The test suite is written in C, and runs on a Windows 7 system. The SSDs are connected to ICH SATA ports on the test machine. The SSDs have the custom microcode loaded prior to testing. The manufacturer’s bad block table is retrieved prior to updating the microcode. This table is then loaded into the test suite such that the bad blocks are not used during testing.
Data is grouped into stripes of erase blocks according to the logical block mapping on the device. Most of the 3xnm devices tested here have a stripe size of 16 erase blocks.

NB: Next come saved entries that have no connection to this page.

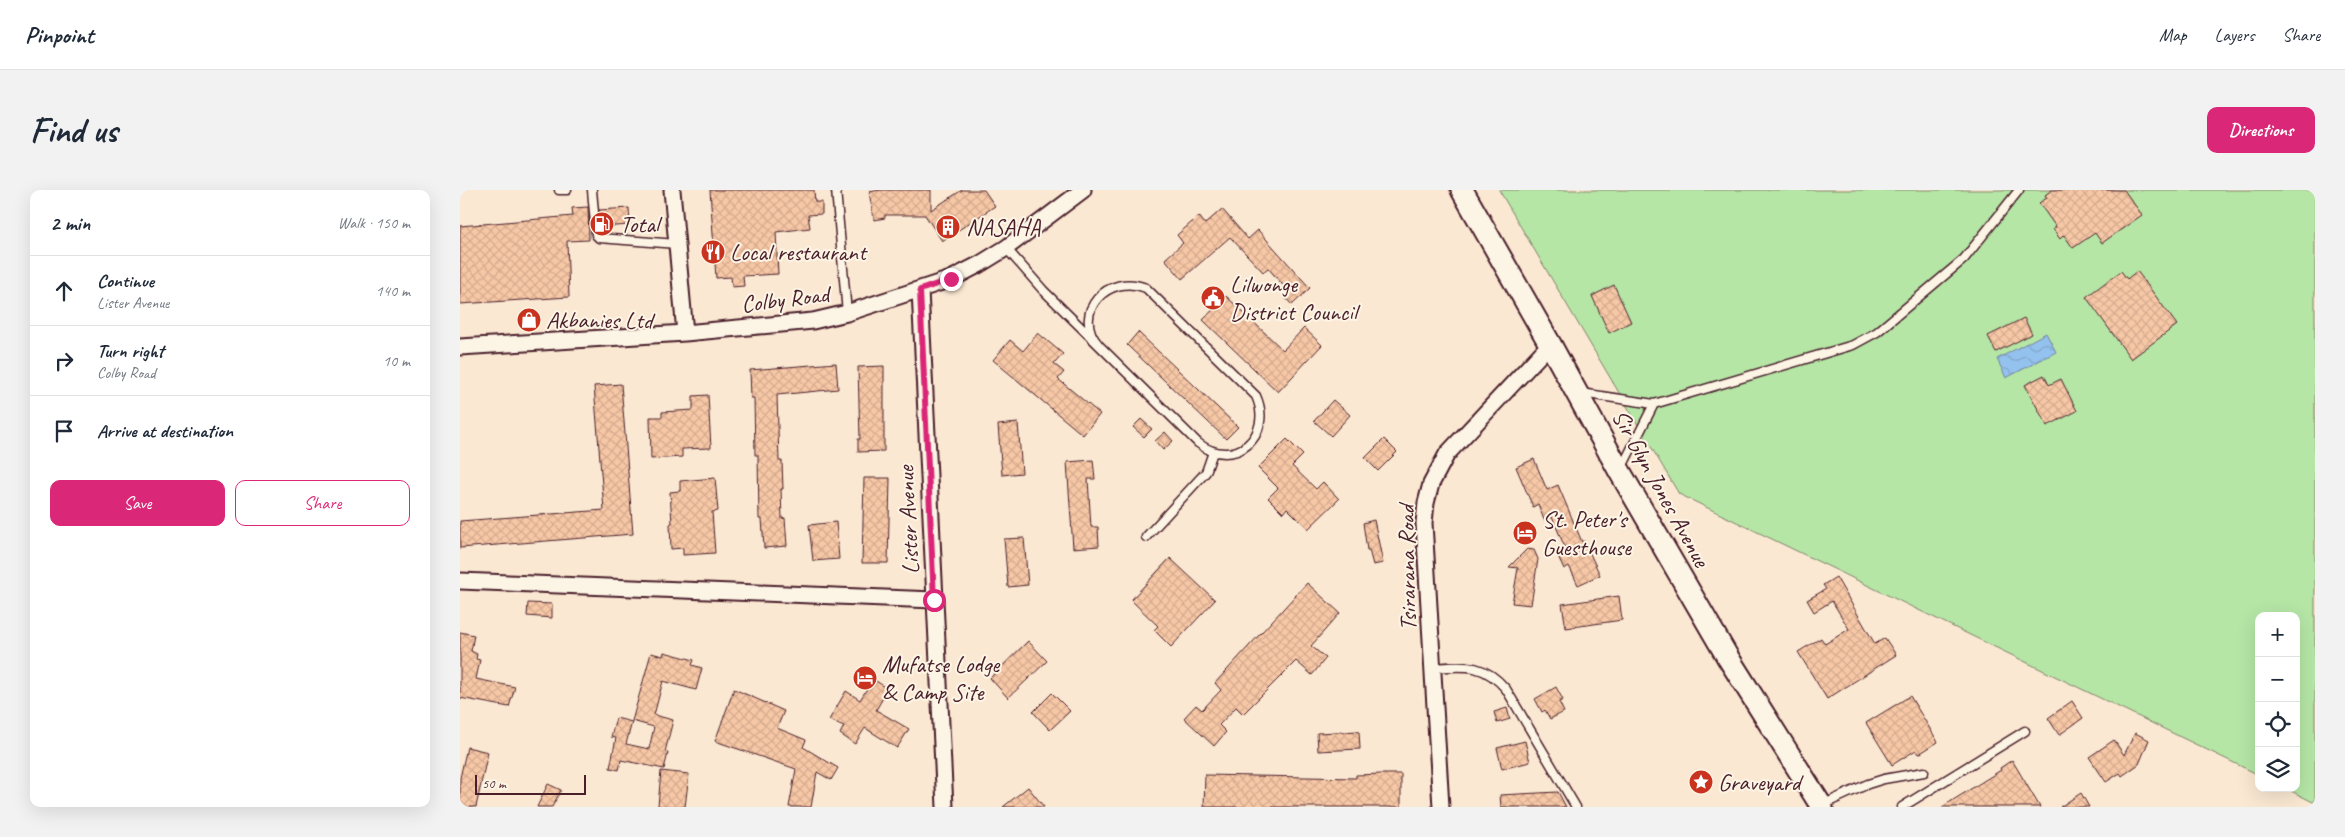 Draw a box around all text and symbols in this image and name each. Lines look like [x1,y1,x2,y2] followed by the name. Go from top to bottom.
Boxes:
[25,20,94,50] text: Pinpoint
[2159,24,2187,46] text: Map
[2215,24,2254,46] text: Layers
[2282,24,2320,46] text: Share
[2207,107,2315,153] button: Directions
[30,108,117,153] text: Find us
[620,209,663,239] place label: Total
[50,210,90,236] text: 2 min
[589,211,615,237] fuel station icon: Total
[966,212,1041,242] place label: NASAHA
[338,213,410,233] text: Walk · 150 m
[935,214,961,240] building icon: NASAHA
[730,237,868,267] place label: Local restaurant
[700,239,726,265] restaurant icon: Local restaurant
[940,268,963,291] route end
[97,269,154,293] text: Continue
[1230,269,1361,327] place label: Lilwonge District Council
[50,277,78,305] icon: ahead
[740,278,834,319] street label: Colby Road
[376,281,410,301] text: 140 m
[1200,285,1226,311] public building icon: Lilwonge District Council
[97,293,169,313] text: Lister Avenue
[546,305,656,335] place label: Akbanies Ltd
[516,307,542,333] shop icon: Akbanies Ltd
[97,339,164,363] text: Turn right
[50,347,78,375] icon: right
[383,351,410,371] text: 10 m
[97,363,156,383] text: Colby Road
[1605,404,1718,574] street label: Sir Glyn Jones Avenue
[50,417,78,445] icon: arrive
[97,419,233,443] text: Arrive at destination
[890,463,926,575] street label: Lister Avenue
[50,480,225,526] button: Save
[235,480,410,526] button: Share
[1391,501,1423,631] street label: Tsirarana Road
[1542,504,1633,562] place label: St. Peter's Guesthouse
[1512,520,1538,546] hotel icon: St. Peter's Guesthouse
[923,589,946,612] route start
[2255,612,2300,792] map controls
[2255,612,2300,657] button: +
[882,649,1001,707] place label: Mufatse Lodge & Camp Site
[2255,657,2300,702] button: −
[852,665,878,691] hotel icon: Mufatse Lodge & Camp Site
[2255,702,2300,747] button: locate
[2255,747,2300,792] button: layers
[1718,767,1804,797] place label: Graveyard
[1688,769,1714,795] place icon: Graveyard
[475,772,586,795] scale bar
[482,775,506,792] text: 50 m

An oven with a temperature controller is used to keep the devices within +- 0.5C for the duration of the tests. The devices are fully operational in the oven, – the SATA and power cables are connected via a feed through (OK, they pass through an opening in the oven). The oven temperature is measured with a precision probe, sampled and recorded on each SSD IO operation. A low-level driver was written in C by an esteemed colleague who is much better at this level coding than I am. This driver recognizes the device, and issues erase, write and raw read commands to the device.
The test suite keeps a history file for each device which tracks the cycle count and test ownership for each erase block stripe. This prevents testing conflicts, as only one test may write to an erase block stripe. It also facilitates restarting tests following an interruption.
The test setup is adjusted using an initialization file. The test state is recording in a status file, which is updated on each IO operation to facilitate restarts. Data is recorded in a number of files to facilitate analysis. Since the written data patterns are known for each page, it is possible to perform a bit-by-bit compare with the written data and get the exact error patterns, I should note that the raw read command in the microcode only returns the data portion of the page. The reserved area, including the ECC check bits, is not returned. Thus the error count should be viewed as a minimum for a sector. Errors in the reserved area can’t be measured. However, the bit error rates should be sufficiently accurate.
Written Data Patterns
The data is written in units of pages. All pages in an erase stripe are written in LBA sequential order, which results in physical page sequential order within each erase block. I also feel it is important to test the accuracy of the device microcode (and the test code I wrote), so each page starts with meta data that includes a unique fingerprint for the page.
The meta data occupies the first 256 bits of each page written. The 256 bits are encoded as a pair of (128,50,28) BCH code words. This code will correct up to 13 bit errors and detect a 14th out of the 128 bits. (While it might have been better to use a 256 bit BCH code, I happened to have already written a 128 encoder/decoder, so it was more expedient.)
The metadata stored:
|0..7||meta-data type values – rest of table is for meta-data type 1|
|8..39||Page block address – supports up to 4G pages, which is 16TB with 4kB pages|
|40..55||Cycle count number – supports up to 64K cycles, well beyond consumer flash ability|
|56..91||Write time stamp in units of 0.1s (real time)|
|92..99||Data pattern index – tells what type of data is written in the page|
The meta data is also stored in the status file and in the active test state, so that the values can be confirmed on read. This allows for logging of meta data miscompares. We can’t determine whether such miscompares are due to device addressing errors, bit errors exceeding 14 or errors in the test code, so such occurrences are counted, but excluded from the results.
The test package currently supports several different data patterns:
|255||pseudo random, seed = ((write_time) << 8) || (LBA & 0xFF)|
The data pattern index is stored in the meta data as shown in Table 1. The low numbered patterns were chosen to examine if they stress the system. The pseudo random pattern is used to more accurately represent real-world data. It is likely that many of the devices employ a data scrambler, in which case there wouldn’t appear to much pattern dependence. The pseudo random pattern seed is selected systematically as shown. The pseudo random value generator is not the standard C rand() function. I use one written by my colleague that has better characteristics.
To simplify test definitions, two modes are selectable at run time – all random and mixed. Almost all the tests were all random. Mixed is a preset mixture of pattern types as shown in Table 3. The list is 64 pages long, and repeats every 64 pages. About 75% of the patterns are random.
|0..4||255, 255, 0, 255, 255|
|5..9||255, 255, 1, 255, 255|
|10..14||255, 255, 2, 255, 255|
|15..19||255, 255, 3, 255 ,255|
|20..24||255, 255, 4, 255, 255|
|25..29||255, 255, 5, 255, 255|
|30..35||255, 255, 6, 255, 255|
|40..45||255, 1, 4, 1, 255, 255|
|46..51||255, 0, 5, 0, 255, 255|
|52..57||255, 1, 6, 1, 255, 255|
|58..63||255, 0, 7, 0, 255, 255|
When reading data, the meta data is first decoded, then the exact data pattern can be determined. Once this is done, a bit-for-bit compare can be performed on the data. Thus, an accurate error rate measurement can be obtained even when the number of bit errors exceeds the correction power of the device ECC (and we will show that this does happen).